■ **EXERCISE OBJECTIVE**: Only the lines holding the word "Globe" are wanted; copy each of them from the listing.

■ **RECORDS SUPPLIED**:
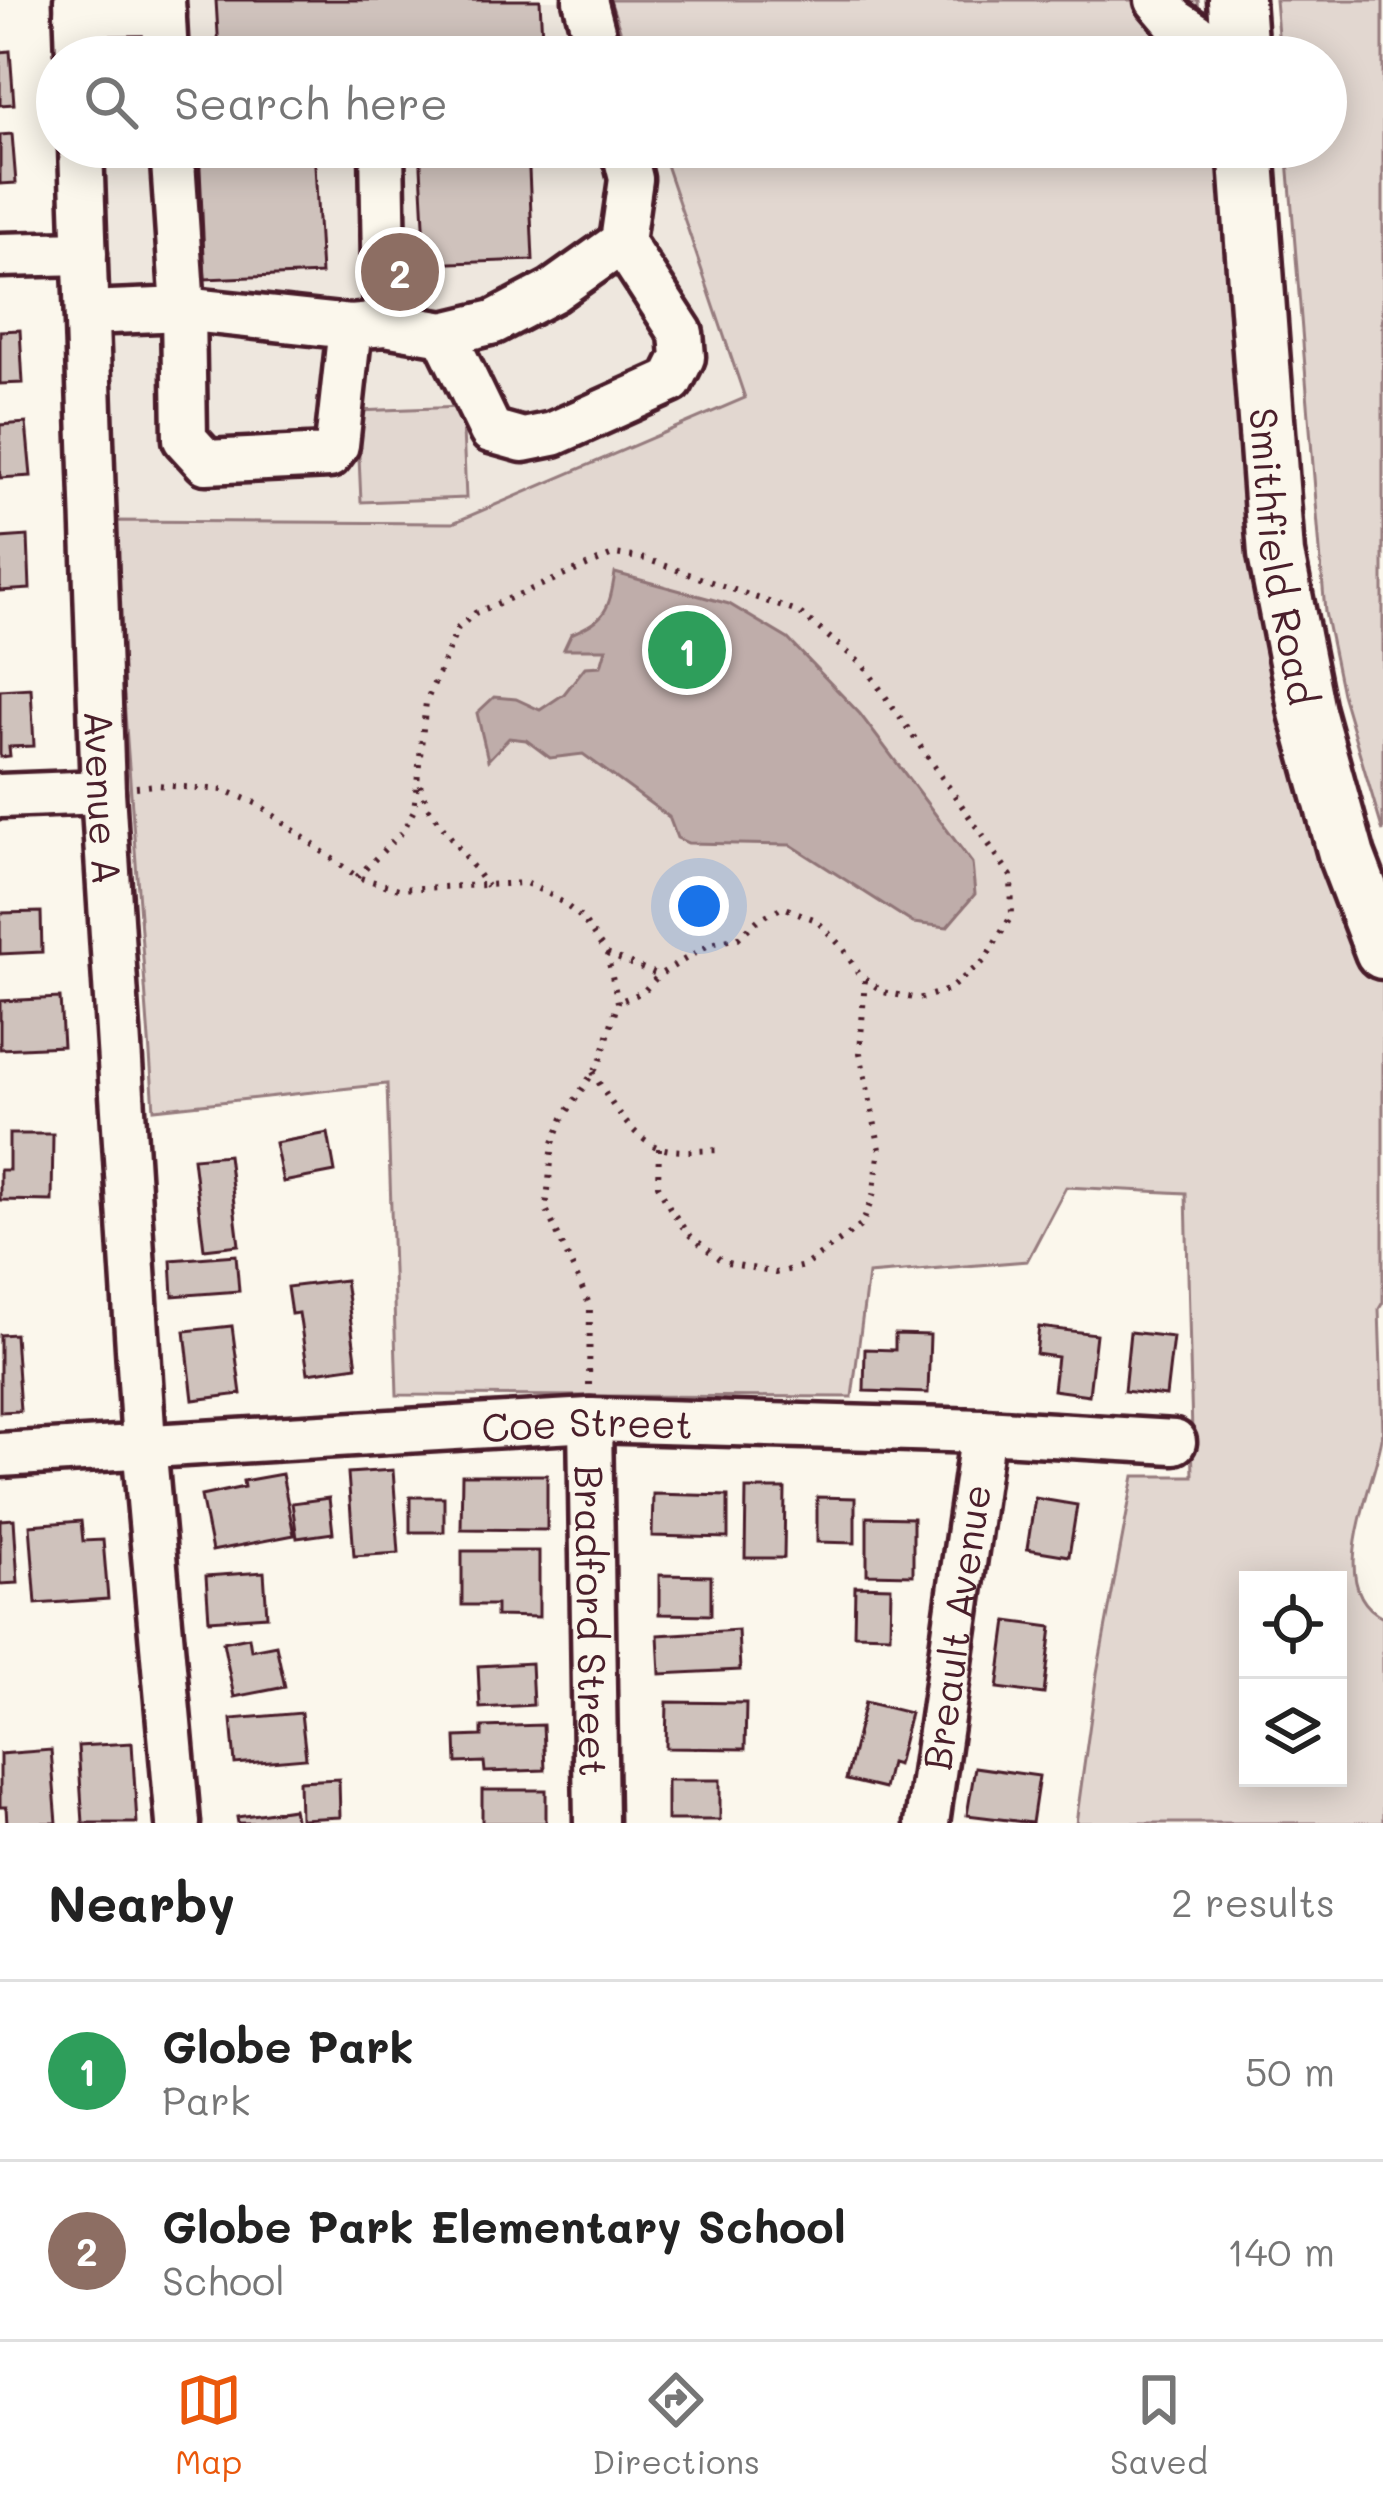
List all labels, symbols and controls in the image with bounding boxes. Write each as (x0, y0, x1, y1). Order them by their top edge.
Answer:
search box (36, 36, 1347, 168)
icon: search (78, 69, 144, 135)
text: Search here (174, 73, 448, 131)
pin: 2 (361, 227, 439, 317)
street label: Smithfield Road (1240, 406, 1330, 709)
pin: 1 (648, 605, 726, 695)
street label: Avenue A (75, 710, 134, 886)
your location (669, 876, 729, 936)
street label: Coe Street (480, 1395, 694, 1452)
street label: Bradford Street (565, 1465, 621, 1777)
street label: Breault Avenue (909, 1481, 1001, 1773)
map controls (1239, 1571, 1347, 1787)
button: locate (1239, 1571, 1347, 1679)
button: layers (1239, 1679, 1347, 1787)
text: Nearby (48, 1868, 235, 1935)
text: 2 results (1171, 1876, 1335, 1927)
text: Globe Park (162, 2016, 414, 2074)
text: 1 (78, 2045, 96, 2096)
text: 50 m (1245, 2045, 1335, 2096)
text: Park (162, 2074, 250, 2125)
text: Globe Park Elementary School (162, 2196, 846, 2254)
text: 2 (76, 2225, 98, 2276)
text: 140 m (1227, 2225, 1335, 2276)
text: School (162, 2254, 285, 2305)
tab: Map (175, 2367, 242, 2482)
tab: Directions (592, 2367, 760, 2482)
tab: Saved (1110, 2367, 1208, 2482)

■ **TASK ANSWER**:
text: Globe Park (162, 2016, 414, 2074)
text: Globe Park Elementary School (162, 2196, 846, 2254)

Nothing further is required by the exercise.